One of these cars flashed past me today, prompting this small item. Now that I come to think of it, there was one parked on my road a few years back. It was the Chrysler Crossfire (2003-2007).
We all have small car moments, don’t we? For reasons unclear, our synapses fizz and fuse a little harder when we see a car and forever more the image, time, feeling and moment are irremovably etched on our memories. It’s a wholly random process, note. Some of my car moments involve worthless heaps of mediocrity.

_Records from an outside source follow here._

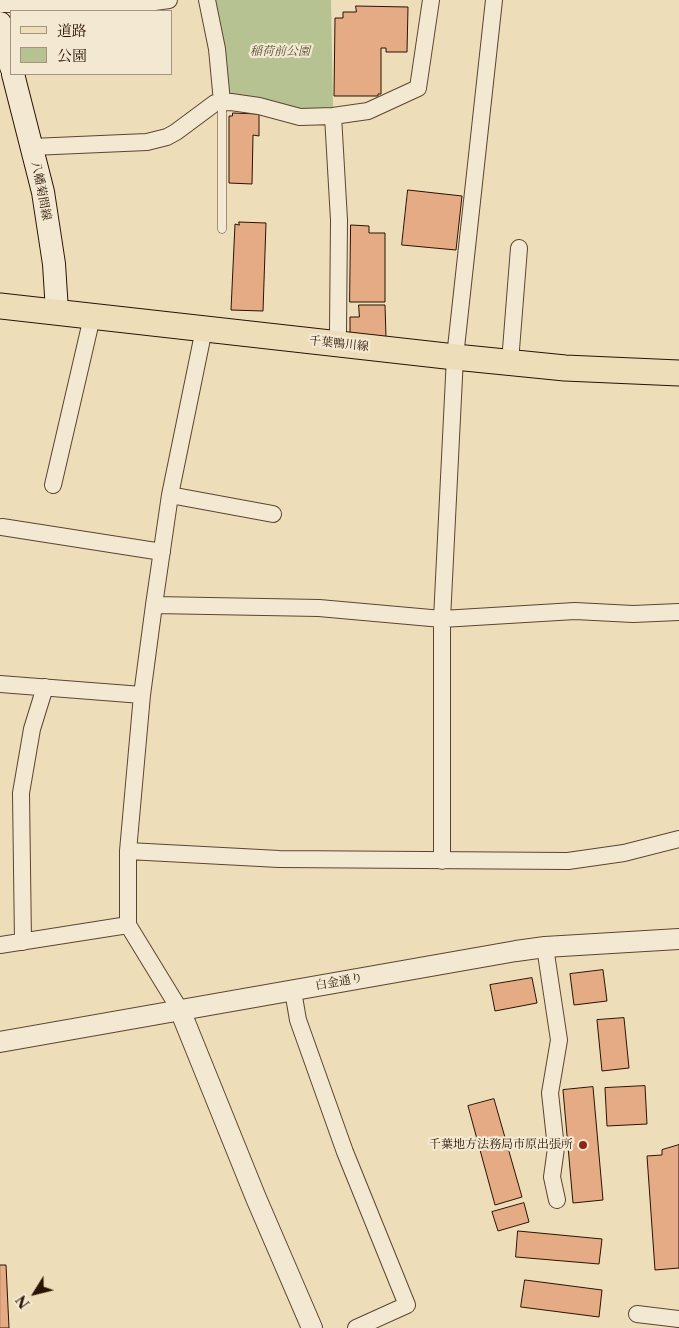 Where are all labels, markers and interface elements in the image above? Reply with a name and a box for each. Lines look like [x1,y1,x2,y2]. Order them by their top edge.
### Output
legend [10,10,172,75]
text: 道路 [57,21,87,40]
park label: 稲荷前公園 [250,45,310,59]
text: 公園 [57,46,87,65]
street label: 八幡菊間線 [28,160,54,222]
street label: 千葉鴨川線 [308,334,370,354]
street label: 白金通り [314,971,364,993]
place label: 千葉地方法務局市原出張所 [429,1138,573,1152]
marker: 千葉地方法務局市原出張所 [577,1139,589,1151]
north arrow [10,1268,60,1318]
text: N [12,1292,34,1312]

The Chrysler Crossfire is taking up some of my limited and diminishing RAM with a set of memories related to seeing one parked in a shopping centre somewhere in Mainz. I was with a friend who was working in the car industry. Seeing a Crossfire in the metal offered a chance to talk shop. We had both been reading about the Crossfire which had generated a considerable buzz. There it was, on a stand and we both peered closely at the point on the bodywork where the feature lines cross-over. The surface didn’t look right. I winced.
If you recall, the name of the car was supposed to represent the literal crossing over of the feature lines but also the relationship of Mercedes and Chrysler. The car itself was a cross-breed, being based on the R170 platform used on the 1996 Mercedes CLK. And that platform was derived from the Mercedes C-class which had its roots in the late 80s.

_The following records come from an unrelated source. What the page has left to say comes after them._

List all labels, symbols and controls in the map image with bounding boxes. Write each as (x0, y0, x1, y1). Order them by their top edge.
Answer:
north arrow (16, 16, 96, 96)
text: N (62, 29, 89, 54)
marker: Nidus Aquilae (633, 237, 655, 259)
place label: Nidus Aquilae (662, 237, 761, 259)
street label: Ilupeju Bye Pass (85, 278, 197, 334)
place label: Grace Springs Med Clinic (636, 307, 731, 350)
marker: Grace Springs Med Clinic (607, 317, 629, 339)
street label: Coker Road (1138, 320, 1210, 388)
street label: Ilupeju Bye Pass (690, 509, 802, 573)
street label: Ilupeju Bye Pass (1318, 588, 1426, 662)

I think that Mercedes planned to re-use its older platforms on Chryslers and the Crossfire showcased this strategy. (The 300C of 2005 used rather newer bits from the W211 Mercedes). If the competition did not develop new platforms all the time, then this strategy might have worked. Did Mercedes think the R170 platform so good as to be future proof?

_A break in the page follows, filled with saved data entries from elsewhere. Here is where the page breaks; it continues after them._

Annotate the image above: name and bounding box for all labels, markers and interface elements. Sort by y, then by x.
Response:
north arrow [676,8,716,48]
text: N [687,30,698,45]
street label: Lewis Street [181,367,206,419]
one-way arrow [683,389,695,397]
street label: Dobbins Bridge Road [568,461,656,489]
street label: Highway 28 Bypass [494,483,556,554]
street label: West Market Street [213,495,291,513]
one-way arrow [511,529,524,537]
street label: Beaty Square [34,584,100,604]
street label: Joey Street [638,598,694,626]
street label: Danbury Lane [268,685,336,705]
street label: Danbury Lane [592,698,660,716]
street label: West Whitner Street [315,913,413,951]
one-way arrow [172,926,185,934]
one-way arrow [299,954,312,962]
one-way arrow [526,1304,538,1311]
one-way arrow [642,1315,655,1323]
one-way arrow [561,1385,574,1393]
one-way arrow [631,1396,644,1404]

And if Chrysler was allowed to improve the R170 underpinnings the strategy might have had a chance. The world did not cooperate. Competitors in 2003 were using new platforms. The Nissan 350 Z trounced the Chrysler in tests. And Chrysler only built in cheapness which made an outdated platform even worse. I suppose Mercedes thought that with a new set of clothes the otherwise good R170 architecture could live on another decade and in so doing save Chrysler money it didn’t really have.
The Crossfire ended production in 2007 with a not-terrible run of 75,000 cars. There came no replacement though, as for one thing Mercedes had become tired of the whole tie-up which was as problematic for them as Rover was for BMW.
I haven’t addressed the styling: in Mainz 2003 I was unable to give the car the thumbs up, secondarily because I disliked the hunch-back fast-back and the forced curve of the side glass. Primarily because the crossfire motif had been botched, a fraction of a millimetre out but it was right there in the centre of the car, glaring at me.